Earlier this month the Chaplain General of the Canadian Armed Forces (CAF) issued an updated directive that effectively bans military chaplains from praying at public ceremonies.
The observation in the new directive is that while some CAF members pray, they may pray in different ways and some do not pray at all. To address these differences, the CAF will implement an uncreative “inclusivity” solution—erasing prayer from public events. Written in bureaucratic language, the average reader could be forgiven for missing the subtext of the new directive. Especially after seeing Defence Minister Bill Blair’s claim that “chaplains are not—and will not be—banned from prayer on Remembrance Day, nor at any other time.”
But with all due respect to the minister, he is far from the “average reader.” And his claim is simply not true, evidenced first by the renaming of the directive from “Public Prayer at Military Ceremonies” in 2013 to the new “Spiritual Reflection in Public Settings”. The 2023 update directs chaplains to “carefully choose words that are inclusive…mindful of the Gender Based Analysis (GBA+) principles.” By this logic, military chaplains are allowed to pray in public but only if they manage a prayer that makes no reference (or at least “careful” reference) to a (gendered) deity (think “Mother Earth” in Indigenous spirituality or “Heavenly Father” for Christians). The average reader will note that this is contrary to a basic understanding of, well, prayer.

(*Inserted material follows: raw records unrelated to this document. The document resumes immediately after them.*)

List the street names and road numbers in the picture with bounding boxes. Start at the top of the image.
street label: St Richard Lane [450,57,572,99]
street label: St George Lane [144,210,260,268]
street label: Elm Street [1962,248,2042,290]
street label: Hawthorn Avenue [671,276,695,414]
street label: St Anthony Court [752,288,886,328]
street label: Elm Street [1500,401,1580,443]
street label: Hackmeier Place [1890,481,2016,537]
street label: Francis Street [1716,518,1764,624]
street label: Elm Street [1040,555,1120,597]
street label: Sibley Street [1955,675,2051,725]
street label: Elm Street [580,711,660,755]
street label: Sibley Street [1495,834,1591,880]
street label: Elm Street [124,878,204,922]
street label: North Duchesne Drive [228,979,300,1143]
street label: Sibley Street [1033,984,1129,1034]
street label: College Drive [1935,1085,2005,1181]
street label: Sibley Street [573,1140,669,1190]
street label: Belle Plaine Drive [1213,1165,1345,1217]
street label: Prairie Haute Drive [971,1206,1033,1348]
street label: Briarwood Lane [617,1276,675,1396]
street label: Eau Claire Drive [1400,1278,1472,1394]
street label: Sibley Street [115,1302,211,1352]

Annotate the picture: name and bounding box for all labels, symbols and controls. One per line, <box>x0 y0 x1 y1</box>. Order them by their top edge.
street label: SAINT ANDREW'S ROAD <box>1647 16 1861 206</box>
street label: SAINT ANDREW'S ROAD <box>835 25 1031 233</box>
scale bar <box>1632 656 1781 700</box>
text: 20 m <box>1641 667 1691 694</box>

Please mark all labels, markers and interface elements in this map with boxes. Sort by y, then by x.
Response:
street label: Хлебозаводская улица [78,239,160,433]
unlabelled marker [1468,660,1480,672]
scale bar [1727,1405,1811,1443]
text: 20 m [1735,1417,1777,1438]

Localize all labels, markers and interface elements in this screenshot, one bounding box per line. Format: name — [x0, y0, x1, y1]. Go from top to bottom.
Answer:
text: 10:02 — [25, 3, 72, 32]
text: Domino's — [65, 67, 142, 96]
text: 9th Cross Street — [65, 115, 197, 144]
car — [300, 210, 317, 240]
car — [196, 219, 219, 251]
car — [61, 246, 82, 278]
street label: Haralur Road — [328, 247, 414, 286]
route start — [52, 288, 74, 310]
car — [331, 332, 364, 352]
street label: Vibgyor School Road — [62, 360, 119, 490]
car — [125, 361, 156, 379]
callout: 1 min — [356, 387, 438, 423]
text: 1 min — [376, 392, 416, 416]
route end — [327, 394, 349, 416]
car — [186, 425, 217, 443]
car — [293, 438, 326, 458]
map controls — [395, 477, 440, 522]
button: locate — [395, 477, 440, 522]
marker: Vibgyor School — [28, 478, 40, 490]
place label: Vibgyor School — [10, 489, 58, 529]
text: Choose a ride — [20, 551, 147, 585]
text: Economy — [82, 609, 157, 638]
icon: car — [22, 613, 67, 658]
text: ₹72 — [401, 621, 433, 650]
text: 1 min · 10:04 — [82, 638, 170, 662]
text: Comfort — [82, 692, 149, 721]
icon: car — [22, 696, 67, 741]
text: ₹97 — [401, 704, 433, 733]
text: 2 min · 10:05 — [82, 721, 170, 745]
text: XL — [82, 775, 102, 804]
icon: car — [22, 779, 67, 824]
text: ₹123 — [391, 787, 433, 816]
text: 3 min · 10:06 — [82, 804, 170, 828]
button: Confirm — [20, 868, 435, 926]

The doublethink is obvious: the CAF will achieve inclusion through exclusion and chaplains can pray without praying. If this is how the federal government intends to implement religious neutrality, the least it can do is admit to it rather than claiming that public prayer by chaplains is permitted when clearly it is not. The government may be doublethinking, but it’s insulting to expect the rest of us to do the same.
According to this new inclusivity, chaplains must protect military members from beliefs they may not share by erasing expressions of all belief in the public square. Critics will cry foul. They will say that Christians are trying to preserve a privileged position in society. But a moment of reflection will show that this directive has implications for all people of faith since it warns that certain religious dress or symbols “may cause discomfort or traumatic feelings”. In essence, the chaplain general is asking chaplains to remove all crosses, collars, kippahs, hijabs, crescents, turbans, kirpans, or tilaks if they have the potential to make CAF members uncomfortable at public ceremonies. Chaplains can pray prayers devoid of meaning and erase any outward sign of religiosity at public events.
The purported intention behind the directive is to protect CAF members from discomfort or trauma at public events where they are required to attend. These are the CAF members who, let’s remember, join the military which exercises the armed force of the Canadian state. We’re talking about life and death—the capacity for and the exercise of actual physical violence. But the new doublethink inclusivity wants to promote safety-ism for military members who enlist to do the most unsafe things. It seeks to protect from harm those who have risked, are risking, and will risk ultimate harm to their lives. CAF members do face serious harm and trauma in their duties, but does the CAF leadership really accept that religiously specific prayer at public events warrants harm reduction and trauma sensitivity?
When CAF members enlist to fight for our country, our freedom of religion is part of what they defend. This includes the freedom not to believe and the freedom to believe something fundamentally different from my neighbour. Public events like Remembrance Day are one of the few occasions where we gather, as civilians and military personnel, to honour those who paid the highest price for our freedoms. Canada should stand as a model around the world for how to promote a robust pluralism where citizens can fundamentally and peacefully disagree. Instead of erasing religious belief from the public square, we should actively exercise and uphold the freedoms that so many died defending.
The alternative to the directive seems obvious. This Remembrance Day, the CAF should strive to have a greater plurality of chaplains represented at public events and permit them to pray in accordance with their specific beliefs. The Chaplain General should think again about his doublethink and repeal this directive. Rather than promoting inclusion through exclusion, the CAF should pursue inclusion through inclusion instead.